▶ [Task directions] Please give nothing except the number of lines in the records below that include the word "page".

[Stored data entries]
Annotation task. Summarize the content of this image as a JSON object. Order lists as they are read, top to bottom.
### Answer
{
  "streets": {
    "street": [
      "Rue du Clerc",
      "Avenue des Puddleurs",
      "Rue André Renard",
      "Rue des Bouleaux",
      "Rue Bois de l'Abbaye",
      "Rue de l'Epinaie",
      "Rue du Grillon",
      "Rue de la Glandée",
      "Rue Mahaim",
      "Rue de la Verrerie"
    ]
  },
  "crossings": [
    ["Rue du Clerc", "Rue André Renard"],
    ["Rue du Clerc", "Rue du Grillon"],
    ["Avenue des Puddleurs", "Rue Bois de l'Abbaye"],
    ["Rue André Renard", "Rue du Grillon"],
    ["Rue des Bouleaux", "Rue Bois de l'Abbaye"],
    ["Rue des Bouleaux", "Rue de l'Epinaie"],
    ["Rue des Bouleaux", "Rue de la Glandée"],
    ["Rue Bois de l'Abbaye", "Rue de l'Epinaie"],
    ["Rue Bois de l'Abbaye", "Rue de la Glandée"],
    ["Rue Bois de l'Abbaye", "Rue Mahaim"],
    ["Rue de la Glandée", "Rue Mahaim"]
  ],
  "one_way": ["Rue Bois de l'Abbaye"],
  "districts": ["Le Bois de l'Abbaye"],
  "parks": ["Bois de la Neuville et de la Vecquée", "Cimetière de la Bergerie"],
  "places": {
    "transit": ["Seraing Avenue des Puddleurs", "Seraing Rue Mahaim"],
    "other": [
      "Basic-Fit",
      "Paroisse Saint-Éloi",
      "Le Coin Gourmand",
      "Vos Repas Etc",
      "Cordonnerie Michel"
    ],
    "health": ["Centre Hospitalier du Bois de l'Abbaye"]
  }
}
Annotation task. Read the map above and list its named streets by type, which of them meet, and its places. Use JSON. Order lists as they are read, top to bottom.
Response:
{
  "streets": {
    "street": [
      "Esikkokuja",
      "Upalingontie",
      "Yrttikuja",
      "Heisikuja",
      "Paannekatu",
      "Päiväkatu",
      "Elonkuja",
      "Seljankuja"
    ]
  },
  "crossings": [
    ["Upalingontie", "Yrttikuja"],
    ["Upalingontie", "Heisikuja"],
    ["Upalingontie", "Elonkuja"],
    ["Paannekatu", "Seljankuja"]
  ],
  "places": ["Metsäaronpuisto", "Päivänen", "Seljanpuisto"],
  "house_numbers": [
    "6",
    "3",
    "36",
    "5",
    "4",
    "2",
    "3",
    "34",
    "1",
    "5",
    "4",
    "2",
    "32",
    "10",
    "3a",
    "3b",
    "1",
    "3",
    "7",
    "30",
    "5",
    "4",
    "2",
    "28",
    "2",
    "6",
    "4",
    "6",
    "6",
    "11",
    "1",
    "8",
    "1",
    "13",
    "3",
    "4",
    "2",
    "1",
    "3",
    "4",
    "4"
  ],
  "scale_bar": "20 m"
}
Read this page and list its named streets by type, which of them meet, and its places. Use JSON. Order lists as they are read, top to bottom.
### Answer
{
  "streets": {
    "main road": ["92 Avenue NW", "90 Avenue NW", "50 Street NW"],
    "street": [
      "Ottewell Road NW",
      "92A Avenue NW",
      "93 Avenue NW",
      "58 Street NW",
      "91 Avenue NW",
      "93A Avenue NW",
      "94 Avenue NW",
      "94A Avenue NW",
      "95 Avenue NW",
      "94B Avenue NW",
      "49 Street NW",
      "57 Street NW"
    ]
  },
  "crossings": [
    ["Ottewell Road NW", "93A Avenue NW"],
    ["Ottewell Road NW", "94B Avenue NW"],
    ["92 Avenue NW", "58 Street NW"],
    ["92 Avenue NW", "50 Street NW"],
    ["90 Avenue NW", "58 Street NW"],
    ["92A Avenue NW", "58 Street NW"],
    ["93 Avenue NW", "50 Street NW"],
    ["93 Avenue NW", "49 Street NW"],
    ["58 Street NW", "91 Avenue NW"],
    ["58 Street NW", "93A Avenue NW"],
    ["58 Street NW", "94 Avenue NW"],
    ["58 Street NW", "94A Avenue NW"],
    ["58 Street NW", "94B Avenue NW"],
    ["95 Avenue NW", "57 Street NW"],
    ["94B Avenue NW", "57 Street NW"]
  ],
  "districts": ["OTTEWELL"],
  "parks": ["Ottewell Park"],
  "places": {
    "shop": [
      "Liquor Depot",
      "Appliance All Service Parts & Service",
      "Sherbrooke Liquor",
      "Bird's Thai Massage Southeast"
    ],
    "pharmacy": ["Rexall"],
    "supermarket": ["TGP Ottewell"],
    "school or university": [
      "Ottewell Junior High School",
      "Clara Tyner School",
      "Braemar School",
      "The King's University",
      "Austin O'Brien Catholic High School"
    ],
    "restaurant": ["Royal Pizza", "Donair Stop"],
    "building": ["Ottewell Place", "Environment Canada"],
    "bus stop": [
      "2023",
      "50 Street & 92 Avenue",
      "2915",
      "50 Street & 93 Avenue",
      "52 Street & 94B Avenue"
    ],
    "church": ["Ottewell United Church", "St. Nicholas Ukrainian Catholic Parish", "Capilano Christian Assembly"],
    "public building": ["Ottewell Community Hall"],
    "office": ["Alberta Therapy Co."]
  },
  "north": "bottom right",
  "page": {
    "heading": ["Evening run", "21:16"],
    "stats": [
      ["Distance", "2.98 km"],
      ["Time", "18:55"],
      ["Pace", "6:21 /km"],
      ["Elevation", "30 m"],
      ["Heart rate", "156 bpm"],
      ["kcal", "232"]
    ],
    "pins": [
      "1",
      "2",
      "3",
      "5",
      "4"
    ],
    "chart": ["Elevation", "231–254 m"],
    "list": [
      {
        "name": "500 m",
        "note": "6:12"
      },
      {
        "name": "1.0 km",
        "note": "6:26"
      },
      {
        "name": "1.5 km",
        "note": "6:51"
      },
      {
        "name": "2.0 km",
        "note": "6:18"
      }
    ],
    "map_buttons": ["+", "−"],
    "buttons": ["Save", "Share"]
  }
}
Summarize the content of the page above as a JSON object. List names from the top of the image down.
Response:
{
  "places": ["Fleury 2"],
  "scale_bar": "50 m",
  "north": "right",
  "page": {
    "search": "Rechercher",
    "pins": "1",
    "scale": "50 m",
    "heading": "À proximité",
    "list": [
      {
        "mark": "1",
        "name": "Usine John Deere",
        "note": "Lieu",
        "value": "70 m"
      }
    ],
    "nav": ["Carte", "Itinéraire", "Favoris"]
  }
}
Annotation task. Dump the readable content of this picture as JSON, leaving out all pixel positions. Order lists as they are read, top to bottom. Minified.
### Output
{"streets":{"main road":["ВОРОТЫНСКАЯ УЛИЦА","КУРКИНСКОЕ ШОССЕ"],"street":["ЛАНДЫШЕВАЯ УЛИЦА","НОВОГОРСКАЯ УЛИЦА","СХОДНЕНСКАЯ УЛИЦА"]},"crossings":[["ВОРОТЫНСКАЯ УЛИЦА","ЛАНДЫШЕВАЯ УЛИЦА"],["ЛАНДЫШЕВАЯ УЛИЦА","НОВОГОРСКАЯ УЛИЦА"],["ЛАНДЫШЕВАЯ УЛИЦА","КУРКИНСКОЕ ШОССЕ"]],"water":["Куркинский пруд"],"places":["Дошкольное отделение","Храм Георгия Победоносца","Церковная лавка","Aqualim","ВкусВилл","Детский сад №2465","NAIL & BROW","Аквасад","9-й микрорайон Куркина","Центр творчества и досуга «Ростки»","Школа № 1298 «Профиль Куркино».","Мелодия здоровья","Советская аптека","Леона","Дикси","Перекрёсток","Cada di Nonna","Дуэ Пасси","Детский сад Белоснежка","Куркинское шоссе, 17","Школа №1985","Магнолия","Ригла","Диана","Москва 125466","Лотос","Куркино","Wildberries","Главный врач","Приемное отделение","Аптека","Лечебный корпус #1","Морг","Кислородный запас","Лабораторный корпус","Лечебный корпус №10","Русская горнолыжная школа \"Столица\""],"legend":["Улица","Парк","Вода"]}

▶ [Written reply] 4